Records for processing START

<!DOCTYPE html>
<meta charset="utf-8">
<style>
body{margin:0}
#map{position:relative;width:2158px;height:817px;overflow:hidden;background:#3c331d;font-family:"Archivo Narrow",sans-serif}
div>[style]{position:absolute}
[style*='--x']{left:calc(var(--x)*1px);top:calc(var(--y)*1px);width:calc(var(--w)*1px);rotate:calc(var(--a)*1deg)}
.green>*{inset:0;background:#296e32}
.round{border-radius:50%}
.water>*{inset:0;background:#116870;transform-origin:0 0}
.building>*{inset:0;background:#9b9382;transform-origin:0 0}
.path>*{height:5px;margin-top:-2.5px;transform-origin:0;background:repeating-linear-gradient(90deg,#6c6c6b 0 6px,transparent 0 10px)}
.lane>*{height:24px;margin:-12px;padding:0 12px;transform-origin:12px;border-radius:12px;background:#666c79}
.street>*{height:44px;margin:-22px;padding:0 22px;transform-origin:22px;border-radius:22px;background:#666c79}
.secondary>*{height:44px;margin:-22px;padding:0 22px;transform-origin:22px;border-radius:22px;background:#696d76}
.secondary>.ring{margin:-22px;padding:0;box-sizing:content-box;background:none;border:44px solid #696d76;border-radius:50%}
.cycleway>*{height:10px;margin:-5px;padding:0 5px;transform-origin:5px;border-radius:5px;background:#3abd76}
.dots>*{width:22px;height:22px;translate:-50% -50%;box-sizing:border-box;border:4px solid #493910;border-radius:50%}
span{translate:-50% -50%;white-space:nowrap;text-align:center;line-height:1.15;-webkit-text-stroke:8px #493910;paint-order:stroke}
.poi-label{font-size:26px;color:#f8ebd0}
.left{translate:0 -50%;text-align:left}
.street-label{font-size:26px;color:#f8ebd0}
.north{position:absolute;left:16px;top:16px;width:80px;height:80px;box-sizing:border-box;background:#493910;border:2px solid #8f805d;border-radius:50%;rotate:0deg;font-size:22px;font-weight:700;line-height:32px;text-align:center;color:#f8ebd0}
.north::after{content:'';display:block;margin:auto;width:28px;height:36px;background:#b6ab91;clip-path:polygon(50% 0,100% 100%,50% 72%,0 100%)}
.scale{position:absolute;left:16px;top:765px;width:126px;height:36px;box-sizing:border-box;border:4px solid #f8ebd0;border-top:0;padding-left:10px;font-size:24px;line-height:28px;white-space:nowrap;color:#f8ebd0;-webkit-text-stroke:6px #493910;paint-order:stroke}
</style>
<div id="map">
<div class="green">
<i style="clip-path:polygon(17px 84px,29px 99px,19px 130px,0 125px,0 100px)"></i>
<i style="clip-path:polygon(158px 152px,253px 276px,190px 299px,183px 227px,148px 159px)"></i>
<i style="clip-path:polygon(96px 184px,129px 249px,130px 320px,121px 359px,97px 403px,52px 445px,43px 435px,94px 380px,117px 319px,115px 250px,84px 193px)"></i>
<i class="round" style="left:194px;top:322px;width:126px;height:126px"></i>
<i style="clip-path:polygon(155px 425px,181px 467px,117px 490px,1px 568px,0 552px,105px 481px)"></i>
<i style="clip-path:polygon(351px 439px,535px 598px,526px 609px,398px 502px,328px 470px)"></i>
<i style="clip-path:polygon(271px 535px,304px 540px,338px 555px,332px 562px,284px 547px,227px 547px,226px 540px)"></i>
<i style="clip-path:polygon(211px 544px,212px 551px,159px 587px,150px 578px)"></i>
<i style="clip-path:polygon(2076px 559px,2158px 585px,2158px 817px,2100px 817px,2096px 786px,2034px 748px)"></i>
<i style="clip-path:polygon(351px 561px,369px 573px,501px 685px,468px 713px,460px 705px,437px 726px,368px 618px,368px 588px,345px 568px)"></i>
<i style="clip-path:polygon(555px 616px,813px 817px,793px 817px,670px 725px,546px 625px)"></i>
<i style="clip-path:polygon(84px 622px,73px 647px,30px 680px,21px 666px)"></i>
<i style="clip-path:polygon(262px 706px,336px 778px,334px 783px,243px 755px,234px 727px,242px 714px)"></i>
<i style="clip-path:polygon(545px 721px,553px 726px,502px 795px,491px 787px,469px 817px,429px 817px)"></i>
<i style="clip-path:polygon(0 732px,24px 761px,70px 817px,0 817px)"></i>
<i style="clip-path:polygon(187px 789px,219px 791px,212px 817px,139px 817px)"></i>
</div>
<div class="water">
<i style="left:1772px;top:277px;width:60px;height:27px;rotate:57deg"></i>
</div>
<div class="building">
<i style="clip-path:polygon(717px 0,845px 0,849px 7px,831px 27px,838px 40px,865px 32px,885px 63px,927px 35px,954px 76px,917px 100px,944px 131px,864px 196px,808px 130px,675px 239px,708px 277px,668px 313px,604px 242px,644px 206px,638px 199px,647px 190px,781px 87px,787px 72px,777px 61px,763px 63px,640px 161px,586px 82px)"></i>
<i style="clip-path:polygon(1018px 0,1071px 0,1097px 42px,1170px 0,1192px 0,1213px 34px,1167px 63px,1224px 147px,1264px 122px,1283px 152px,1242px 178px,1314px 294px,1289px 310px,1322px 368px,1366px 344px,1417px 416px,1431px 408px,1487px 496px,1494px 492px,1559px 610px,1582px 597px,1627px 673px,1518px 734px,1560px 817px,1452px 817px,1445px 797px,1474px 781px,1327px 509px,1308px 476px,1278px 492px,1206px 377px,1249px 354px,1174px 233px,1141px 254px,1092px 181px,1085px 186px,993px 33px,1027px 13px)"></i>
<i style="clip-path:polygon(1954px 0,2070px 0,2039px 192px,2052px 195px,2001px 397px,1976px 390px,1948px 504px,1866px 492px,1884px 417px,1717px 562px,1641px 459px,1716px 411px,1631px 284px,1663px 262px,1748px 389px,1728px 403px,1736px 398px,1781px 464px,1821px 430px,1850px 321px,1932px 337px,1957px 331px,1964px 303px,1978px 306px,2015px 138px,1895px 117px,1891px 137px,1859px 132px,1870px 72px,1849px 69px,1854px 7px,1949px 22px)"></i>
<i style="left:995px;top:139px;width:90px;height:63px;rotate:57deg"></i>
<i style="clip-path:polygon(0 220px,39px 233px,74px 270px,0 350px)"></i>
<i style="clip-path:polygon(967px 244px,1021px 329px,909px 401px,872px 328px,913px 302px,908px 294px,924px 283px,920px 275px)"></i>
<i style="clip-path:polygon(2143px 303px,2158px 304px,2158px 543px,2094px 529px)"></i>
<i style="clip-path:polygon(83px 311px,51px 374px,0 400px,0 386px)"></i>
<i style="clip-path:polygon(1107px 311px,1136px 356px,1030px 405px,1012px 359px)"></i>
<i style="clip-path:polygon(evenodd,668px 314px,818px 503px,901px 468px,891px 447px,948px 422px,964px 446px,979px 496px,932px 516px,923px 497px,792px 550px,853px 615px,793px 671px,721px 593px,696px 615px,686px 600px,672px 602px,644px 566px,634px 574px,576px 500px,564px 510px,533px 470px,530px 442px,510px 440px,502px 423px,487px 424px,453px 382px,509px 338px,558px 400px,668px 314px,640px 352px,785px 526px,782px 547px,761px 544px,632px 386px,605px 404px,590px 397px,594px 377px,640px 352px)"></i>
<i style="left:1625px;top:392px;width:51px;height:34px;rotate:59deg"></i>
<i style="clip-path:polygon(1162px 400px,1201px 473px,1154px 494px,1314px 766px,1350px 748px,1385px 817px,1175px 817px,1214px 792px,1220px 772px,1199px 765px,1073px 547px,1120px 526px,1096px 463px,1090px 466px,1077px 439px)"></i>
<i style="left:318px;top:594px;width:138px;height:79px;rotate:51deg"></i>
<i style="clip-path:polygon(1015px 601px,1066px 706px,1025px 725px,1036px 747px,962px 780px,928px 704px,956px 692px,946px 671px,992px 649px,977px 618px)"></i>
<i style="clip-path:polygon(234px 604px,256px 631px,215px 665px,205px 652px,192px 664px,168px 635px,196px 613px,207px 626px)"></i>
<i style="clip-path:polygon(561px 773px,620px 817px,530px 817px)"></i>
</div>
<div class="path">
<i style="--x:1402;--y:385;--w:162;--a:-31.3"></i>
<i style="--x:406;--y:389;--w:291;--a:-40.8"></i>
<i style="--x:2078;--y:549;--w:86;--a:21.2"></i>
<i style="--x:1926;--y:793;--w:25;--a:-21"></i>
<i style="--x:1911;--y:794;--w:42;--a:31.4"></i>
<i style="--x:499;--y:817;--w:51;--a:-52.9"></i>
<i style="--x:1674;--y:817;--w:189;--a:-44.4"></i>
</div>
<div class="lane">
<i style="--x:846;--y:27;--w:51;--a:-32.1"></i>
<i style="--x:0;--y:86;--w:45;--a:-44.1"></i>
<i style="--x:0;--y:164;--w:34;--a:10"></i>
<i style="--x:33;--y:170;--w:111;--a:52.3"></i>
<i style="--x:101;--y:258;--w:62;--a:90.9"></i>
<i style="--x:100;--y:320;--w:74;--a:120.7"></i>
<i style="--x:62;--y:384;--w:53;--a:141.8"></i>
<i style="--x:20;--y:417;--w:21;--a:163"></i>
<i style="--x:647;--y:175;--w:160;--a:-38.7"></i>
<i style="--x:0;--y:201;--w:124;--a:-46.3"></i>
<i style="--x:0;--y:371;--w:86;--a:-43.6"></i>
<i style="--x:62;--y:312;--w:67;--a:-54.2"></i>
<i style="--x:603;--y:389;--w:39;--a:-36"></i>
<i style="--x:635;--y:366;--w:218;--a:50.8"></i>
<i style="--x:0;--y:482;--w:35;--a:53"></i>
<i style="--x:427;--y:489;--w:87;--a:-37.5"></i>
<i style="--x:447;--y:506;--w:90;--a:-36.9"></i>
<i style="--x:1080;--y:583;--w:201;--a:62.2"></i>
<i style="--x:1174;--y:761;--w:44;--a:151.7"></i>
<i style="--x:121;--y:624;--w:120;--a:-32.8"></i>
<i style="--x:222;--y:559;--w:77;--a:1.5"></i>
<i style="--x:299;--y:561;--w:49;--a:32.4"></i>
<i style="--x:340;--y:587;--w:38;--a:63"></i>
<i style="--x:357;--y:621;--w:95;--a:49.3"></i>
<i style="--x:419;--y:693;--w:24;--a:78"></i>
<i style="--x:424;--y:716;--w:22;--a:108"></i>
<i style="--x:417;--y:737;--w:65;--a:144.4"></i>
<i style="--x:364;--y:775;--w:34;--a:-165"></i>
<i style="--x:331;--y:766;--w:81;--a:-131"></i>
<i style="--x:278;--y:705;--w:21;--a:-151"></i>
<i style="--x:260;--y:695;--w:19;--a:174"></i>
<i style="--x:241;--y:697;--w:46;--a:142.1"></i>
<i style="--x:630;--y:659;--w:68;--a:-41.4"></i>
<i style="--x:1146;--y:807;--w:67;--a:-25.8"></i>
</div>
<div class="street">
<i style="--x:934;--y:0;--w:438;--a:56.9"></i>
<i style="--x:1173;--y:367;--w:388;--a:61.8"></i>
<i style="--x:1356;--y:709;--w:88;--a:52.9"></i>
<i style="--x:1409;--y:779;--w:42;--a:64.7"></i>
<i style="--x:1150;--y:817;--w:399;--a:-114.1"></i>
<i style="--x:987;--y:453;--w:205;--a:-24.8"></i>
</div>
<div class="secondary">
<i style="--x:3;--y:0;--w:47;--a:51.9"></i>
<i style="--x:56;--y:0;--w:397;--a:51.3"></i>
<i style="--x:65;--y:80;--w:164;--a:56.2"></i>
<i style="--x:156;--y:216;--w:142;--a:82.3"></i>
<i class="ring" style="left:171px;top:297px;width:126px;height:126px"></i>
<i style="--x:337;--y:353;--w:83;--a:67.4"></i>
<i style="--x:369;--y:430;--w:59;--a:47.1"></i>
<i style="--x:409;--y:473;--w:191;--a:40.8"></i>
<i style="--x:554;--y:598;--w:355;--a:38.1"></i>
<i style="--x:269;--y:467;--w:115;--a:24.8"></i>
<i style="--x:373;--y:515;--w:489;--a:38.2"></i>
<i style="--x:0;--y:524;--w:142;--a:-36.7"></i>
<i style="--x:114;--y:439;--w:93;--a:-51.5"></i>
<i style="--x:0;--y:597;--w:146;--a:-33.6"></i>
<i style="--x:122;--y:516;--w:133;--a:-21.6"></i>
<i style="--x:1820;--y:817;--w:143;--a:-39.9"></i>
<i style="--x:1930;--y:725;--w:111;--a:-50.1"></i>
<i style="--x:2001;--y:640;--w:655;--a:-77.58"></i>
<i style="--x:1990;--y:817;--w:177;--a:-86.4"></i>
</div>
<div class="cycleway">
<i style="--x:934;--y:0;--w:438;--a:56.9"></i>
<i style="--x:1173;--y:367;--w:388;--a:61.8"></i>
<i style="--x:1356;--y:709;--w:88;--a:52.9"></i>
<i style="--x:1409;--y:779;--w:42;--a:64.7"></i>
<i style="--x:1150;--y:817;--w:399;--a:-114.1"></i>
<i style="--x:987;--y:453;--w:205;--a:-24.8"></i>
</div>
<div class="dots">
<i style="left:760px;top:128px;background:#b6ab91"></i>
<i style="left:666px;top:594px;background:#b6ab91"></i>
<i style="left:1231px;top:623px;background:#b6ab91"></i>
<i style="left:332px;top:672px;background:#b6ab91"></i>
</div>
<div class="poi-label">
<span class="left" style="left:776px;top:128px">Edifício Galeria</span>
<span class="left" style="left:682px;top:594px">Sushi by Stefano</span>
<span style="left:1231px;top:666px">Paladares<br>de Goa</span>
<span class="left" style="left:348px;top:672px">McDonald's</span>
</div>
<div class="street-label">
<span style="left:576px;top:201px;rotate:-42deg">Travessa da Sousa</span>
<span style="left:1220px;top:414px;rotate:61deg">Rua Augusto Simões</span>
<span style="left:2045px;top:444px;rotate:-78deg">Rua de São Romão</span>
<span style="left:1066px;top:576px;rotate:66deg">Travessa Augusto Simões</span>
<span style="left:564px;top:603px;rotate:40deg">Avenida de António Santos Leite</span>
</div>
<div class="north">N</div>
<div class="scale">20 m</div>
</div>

Records for processing END

• Goal of the exercise
Which lines in the records above contain the word "water"? Return each of them.

• Response
.water>*{inset:0;background:#116870;transform-origin:0 0}
<div class="water">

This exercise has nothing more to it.